What the exercise asks → Among the lines below, take the one holding "M884 1H928L936 231", the one holding "M463 538 503 620", and all lines between them. Set them down exactly.

Listed records →
▼▼▼

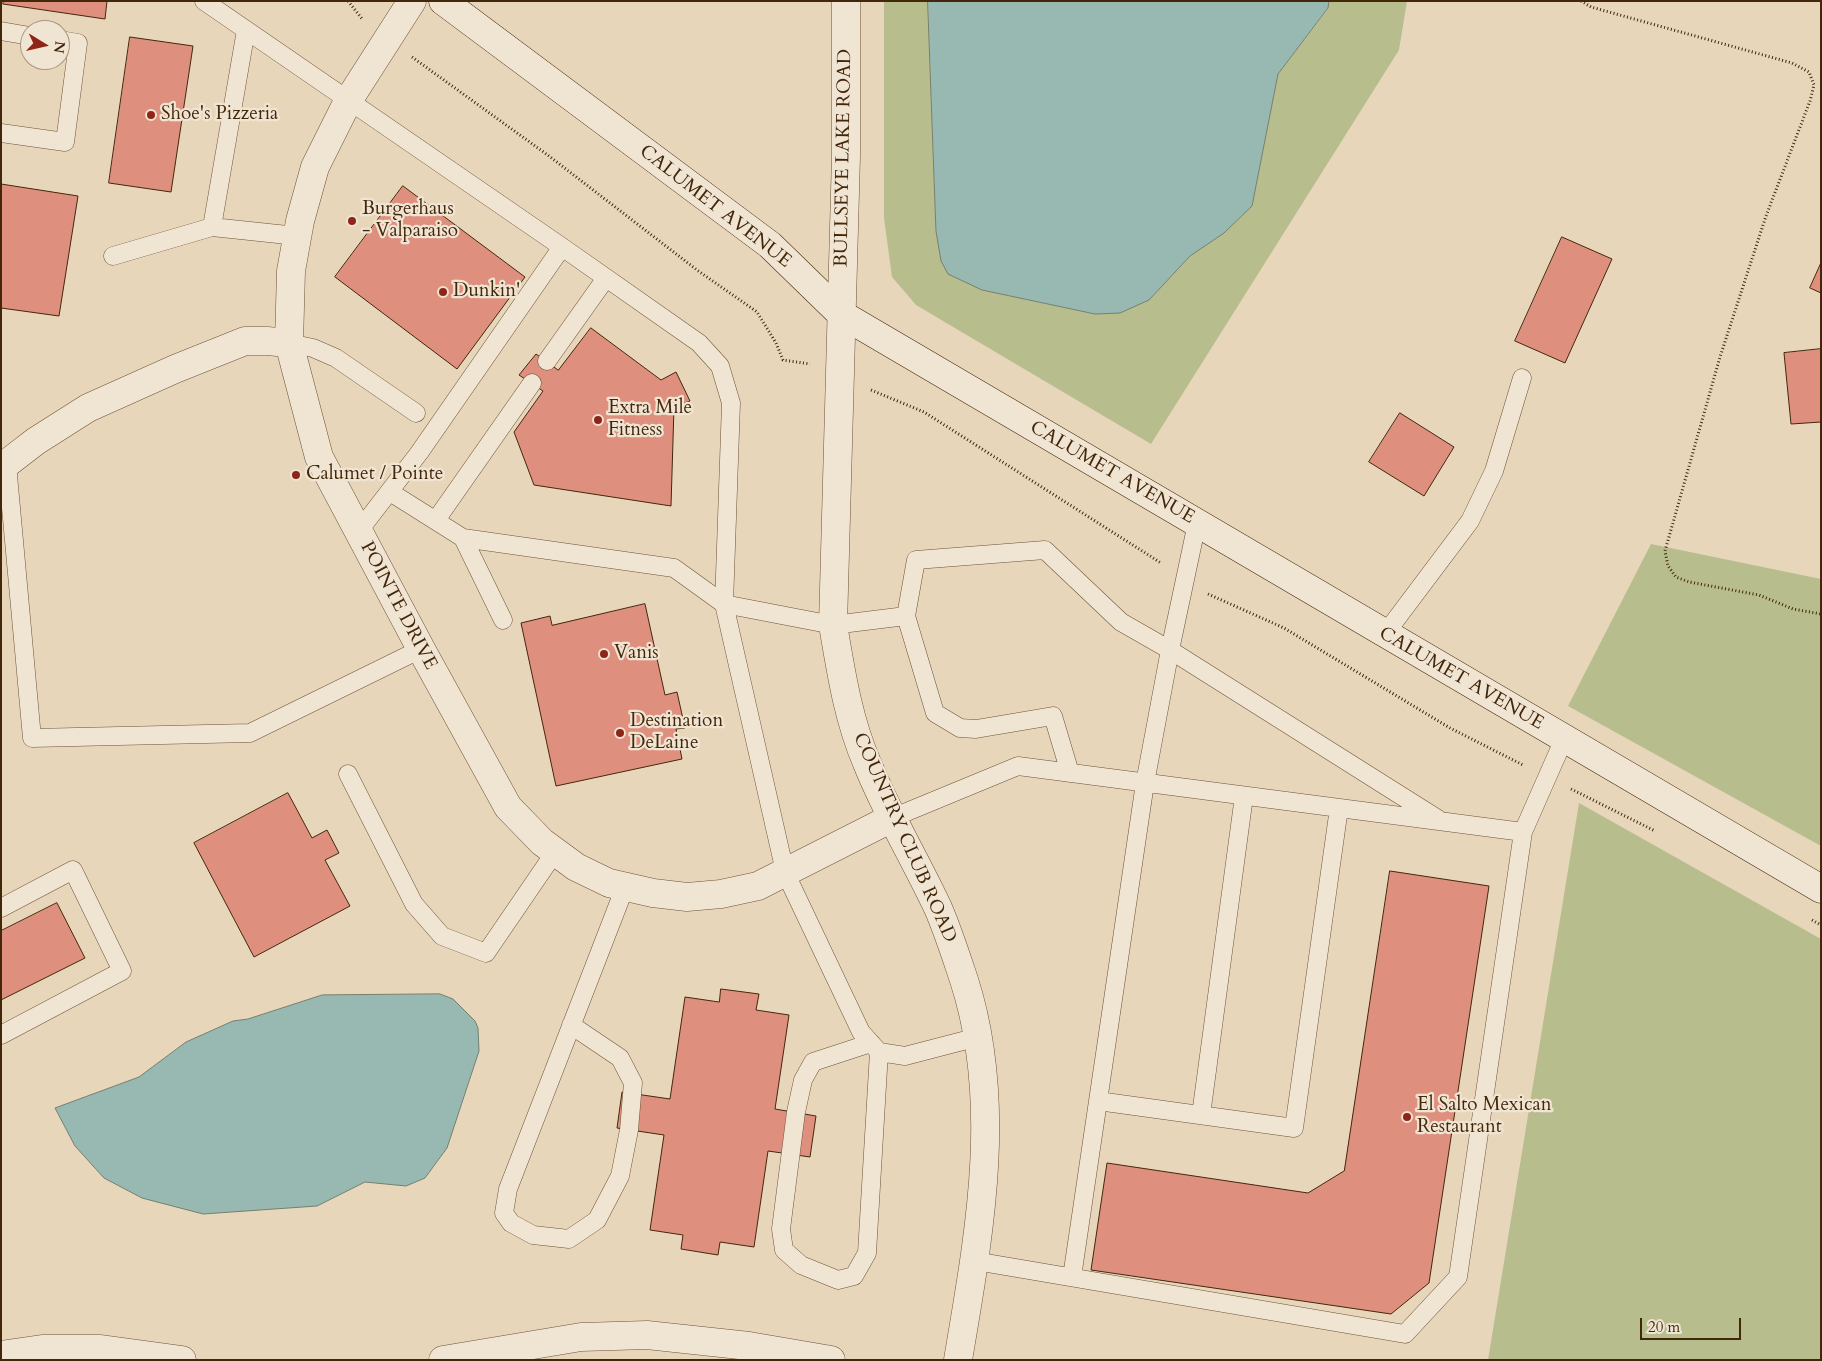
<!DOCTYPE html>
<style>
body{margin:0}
#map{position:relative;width:1822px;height:1361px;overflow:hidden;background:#e8d6bb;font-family:Cardo,serif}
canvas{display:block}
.frame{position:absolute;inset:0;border:2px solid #43270b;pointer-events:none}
.north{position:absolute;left:20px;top:20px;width:50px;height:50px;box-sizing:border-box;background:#f0e4d3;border:1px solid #ab9883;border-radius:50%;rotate:99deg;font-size:14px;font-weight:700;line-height:20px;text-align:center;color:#43270b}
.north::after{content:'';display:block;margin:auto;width:18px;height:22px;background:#8f2418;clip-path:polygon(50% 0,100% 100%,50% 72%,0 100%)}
.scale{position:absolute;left:1640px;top:1318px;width:101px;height:22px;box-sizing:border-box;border:2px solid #43270b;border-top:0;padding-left:6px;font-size:15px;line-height:18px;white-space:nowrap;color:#43270b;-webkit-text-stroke:4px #f0e4d3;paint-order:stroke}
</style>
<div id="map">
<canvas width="1822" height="1361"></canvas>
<div class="frame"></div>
<div class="north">N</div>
<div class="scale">20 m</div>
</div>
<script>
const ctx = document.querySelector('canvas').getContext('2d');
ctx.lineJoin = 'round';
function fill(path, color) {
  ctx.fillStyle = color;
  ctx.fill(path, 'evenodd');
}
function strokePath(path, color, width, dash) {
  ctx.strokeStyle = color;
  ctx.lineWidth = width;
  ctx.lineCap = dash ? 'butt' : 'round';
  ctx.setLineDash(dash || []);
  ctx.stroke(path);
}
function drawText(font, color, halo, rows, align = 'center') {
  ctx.font = font + ' Cardo,serif';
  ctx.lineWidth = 4.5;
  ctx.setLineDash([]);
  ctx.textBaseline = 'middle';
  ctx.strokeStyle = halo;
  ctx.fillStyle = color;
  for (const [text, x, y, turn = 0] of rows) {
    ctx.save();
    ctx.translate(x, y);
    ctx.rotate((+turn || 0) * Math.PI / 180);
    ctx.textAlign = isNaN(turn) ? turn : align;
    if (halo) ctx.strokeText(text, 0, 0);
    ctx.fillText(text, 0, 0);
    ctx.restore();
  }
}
const green = new Path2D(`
 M884 1H928L936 231 982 290 1095 314 1120 313 1149 300 1190 256 1224 233 1252 206 1278 74 1328 9 1329 1H1407L1399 50 1151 444 916 305 892 277 884 218Z
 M1651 544 1821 579V846L1568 706Z
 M1579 803 1821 939V1360H1488Z`);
const water = new Path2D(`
 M928 1H1329L1328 8 1278 74 1252 206 1224 233 1190 256 1149 300 1120 313 1095 314 982 290 948 274 941 261 936 231Z
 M440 994 453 999 475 1021 478 1028 479 1051 447 1148 425 1178 406 1186 365 1182 317 1206 203 1214 142 1198 104 1178 75 1146 55 1108 139 1077 186 1042 233 1021 248 1019 322 995Z`);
const building = new Path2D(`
 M4 1H107L105 19 3 4Z
 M130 37 193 46 171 192 109 183Z
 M1 184 78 196 59 316 1 308Z
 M403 186 525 277 457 369 335 277Z
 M1562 237 1612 259 1565 363 1515 341Z
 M1821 263V293L1810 288Z
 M591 328 661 380 676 372 690 401 674 407 671 506 534 485 514 432 543 391 519 375 536 354 558 370Z
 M1821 349V422L1791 424 1784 353Z
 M1400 413 1454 447 1424 496 1369 462Z
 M645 604 665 695 677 692 685 728 676 729 682 759 556 786 521 623 550 616 552 625Z
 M288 793 312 838 327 830 339 853 325 860 350 906 254 957 194 843Z
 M1390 871 1489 886 1429 1283 1391 1314 1091 1270 1107 1163 1308 1193 1344 1171Z
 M57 903 85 958 1 1000V931Z
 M721 989 759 994 756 1010 789 1015 775 1109 816 1116 810 1157 768 1151 754 1247 720 1242 718 1255 681 1249 683 1235 650 1230 664 1135 617 1128 622 1092 670 1099 685 997 719 1002Z`);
const path = new Path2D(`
 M348 1 363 20
 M1581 1 1591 7 1792 63 1809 72 1814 85 1810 101 1766 216 1720 357 1665 551 1668 566 1676 577 1689 582 1759 595 1793 609 1821 614
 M412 57 549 156 697 270 757 312 776 343 783 360 810 364
 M871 390 924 412 1161 563
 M1208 594 1284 628 1450 728 1523 765
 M1571 789 1655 831
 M1812 920 1821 925`);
const service = new Path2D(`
 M204 1 562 247 699 343 720 366 731 403 724 604 785 872 861 1032 879 1052 905 1056 978 1037
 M1 31 30 36
 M1 133 65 142 78 43 60 40
 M212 227 297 236
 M113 256 212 227 246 30
 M289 343 313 348 336 358 416 413
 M547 361 606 278
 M7 464 32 738 250 733 421 649
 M390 492 463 538 674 568 724 604 833 625 906 616 916 560 1045 550 1121 622 1170 650 1145 783 1072 1277
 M436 520 532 383
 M1197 523 1170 650 1438 819
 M358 532 419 453 562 247
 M463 538 503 620
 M906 616 935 713 960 728 976 729 1053 716 1070 773
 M1385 634 1470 521 1494 471 1522 378
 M348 774 414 904 442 936 486 953 555 852
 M892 818 1018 766 1523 832 1564 739
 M1 908 73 870 122 971 1 1035
 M571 1025 620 1058 633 1083 629 1130 620 1176 597 1220 569 1239 533 1235 511 1223 504 1213 508 1189 625 887
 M871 1043 813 1062 803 1080 796 1112 781 1229 784 1250 801 1265 838 1280 854 1276 867 1253 879 1052
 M1098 1101 1294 1128 1339 808
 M1201 1115 1244 796
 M975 1261 1405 1334 1458 1277 1523 832`);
const minor = new Path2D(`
 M412 1 348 101 315 167 300 221 291 271 289 343 319 457 421 649 508 807 542 842 576 867 609 883 653 893 687 897 721 894 758 886 892 818
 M1 468 36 441 88 408 175 369 245 341H267L289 343
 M1 1355 42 1349H101L182 1360
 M443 1360 581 1337 647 1335 749 1346 831 1360`);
const tertiary = new Path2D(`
 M846 1V156L833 625C841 672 848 719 867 763 887 813 915 859 938 908 948 931 956 956 964 980 1004 1104 979 1235 958 1360`);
const secondary = new Path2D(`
 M443 1 770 245 841 314 1821 889`);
const markers = [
 [151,115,5,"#8f2418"],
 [352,221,5,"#8f2418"],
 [443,292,5,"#8f2418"],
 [598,420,5,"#8f2418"],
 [296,475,5,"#8f2418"],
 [604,654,5,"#8f2418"],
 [620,733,5,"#8f2418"],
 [1407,1117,5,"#8f2418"]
];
const poiNames = [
 ["Shoe's Pizzeria",161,115],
 ["Burgerhaus",362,210],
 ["- Valparaiso",362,232],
 ["Dunkin'",453,292],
 ["Extra Mile",608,409],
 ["Fitness",608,431],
 ["Calumet / Pointe",306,475],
 ["Vanis",614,654],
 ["Destination",630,722],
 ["DeLaine",630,744],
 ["El Salto Mexican",1417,1106],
 ["Restaurant",1417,1128]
];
const streetNames = [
 ["BULLSEYE LAKE ROAD",844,158,-89],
 ["CALUMET AVENUE",715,207,38],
 ["CALUMET AVENUE",1112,473,30],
 ["POINTE DRIVE",398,606,62],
 ["CALUMET AVENUE",1461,679,30],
 ["COUNTRY CLUB ROAD",904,838,66]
];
fill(green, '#b8bd8e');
fill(water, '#97b9b2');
strokePath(water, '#757f6f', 1);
fill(building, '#de8f7e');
strokePath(building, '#43270b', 1);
strokePath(service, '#6c5337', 19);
strokePath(minor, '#6c5337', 29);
strokePath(tertiary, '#6c5337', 29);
strokePath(secondary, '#43270b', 29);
strokePath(path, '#43270b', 3, [1, 2.5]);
strokePath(service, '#f0e4d3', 18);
strokePath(minor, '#f0e4d3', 28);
strokePath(tertiary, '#f0e4d3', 28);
strokePath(secondary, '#f0e4d3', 28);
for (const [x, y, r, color] of markers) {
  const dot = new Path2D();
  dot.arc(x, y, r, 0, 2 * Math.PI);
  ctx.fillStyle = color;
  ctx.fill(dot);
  strokePath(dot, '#f0e4d3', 2);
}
drawText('19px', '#43270b', '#f0e4d3', poiNames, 'left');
drawText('19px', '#43270b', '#f0e4d3', streetNames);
</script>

▲▲▲

Problem solution →
 M884 1H928L936 231 982 290 1095 314 1120 313 1149 300 1190 256 1224 233 1252 206 1278 74 1328 9 1329 1H1407L1399 50 1151 444 916 305 892 277 884 218Z
 M1651 544 1821 579V846L1568 706Z
 M1579 803 1821 939V1360H1488Z`);
const water = new Path2D(`
 M928 1H1329L1328 8 1278 74 1252 206 1224 233 1190 256 1149 300 1120 313 1095 314 982 290 948 274 941 261 936 231Z
 M440 994 453 999 475 1021 478 1028 479 1051 447 1148 425 1178 406 1186 365 1182 317 1206 203 1214 142 1198 104 1178 75 1146 55 1108 139 1077 186 1042 233 1021 248 1019 322 995Z`);
const building = new Path2D(`
 M4 1H107L105 19 3 4Z
 M130 37 193 46 171 192 109 183Z
 M1 184 78 196 59 316 1 308Z
 M403 186 525 277 457 369 335 277Z
 M1562 237 1612 259 1565 363 1515 341Z
 M1821 263V293L1810 288Z
 M591 328 661 380 676 372 690 401 674 407 671 506 534 485 514 432 543 391 519 375 536 354 558 370Z
 M1821 349V422L1791 424 1784 353Z
 M1400 413 1454 447 1424 496 1369 462Z
 M645 604 665 695 677 692 685 728 676 729 682 759 556 786 521 623 550 616 552 625Z
 M288 793 312 838 327 830 339 853 325 860 350 906 254 957 194 843Z
 M1390 871 1489 886 1429 1283 1391 1314 1091 1270 1107 1163 1308 1193 1344 1171Z
 M57 903 85 958 1 1000V931Z
 M721 989 759 994 756 1010 789 1015 775 1109 816 1116 810 1157 768 1151 754 1247 720 1242 718 1255 681 1249 683 1235 650 1230 664 1135 617 1128 622 1092 670 1099 685 997 719 1002Z`);
const path = new Path2D(`
 M348 1 363 20
 M1581 1 1591 7 1792 63 1809 72 1814 85 1810 101 1766 216 1720 357 1665 551 1668 566 1676 577 1689 582 1759 595 1793 609 1821 614
 M412 57 549 156 697 270 757 312 776 343 783 360 810 364
 M871 390 924 412 1161 563
 M1208 594 1284 628 1450 728 1523 765
 M1571 789 1655 831
 M1812 920 1821 925`);
const service = new Path2D(`
 M204 1 562 247 699 343 720 366 731 403 724 604 785 872 861 1032 879 1052 905 1056 978 1037
 M1 31 30 36
 M1 133 65 142 78 43 60 40
 M212 227 297 236
 M113 256 212 227 246 30
 M289 343 313 348 336 358 416 413
 M547 361 606 278
 M7 464 32 738 250 733 421 649
 M390 492 463 538 674 568 724 604 833 625 906 616 916 560 1045 550 1121 622 1170 650 1145 783 1072 1277
 M436 520 532 383
 M1197 523 1170 650 1438 819
 M358 532 419 453 562 247
 M463 538 503 620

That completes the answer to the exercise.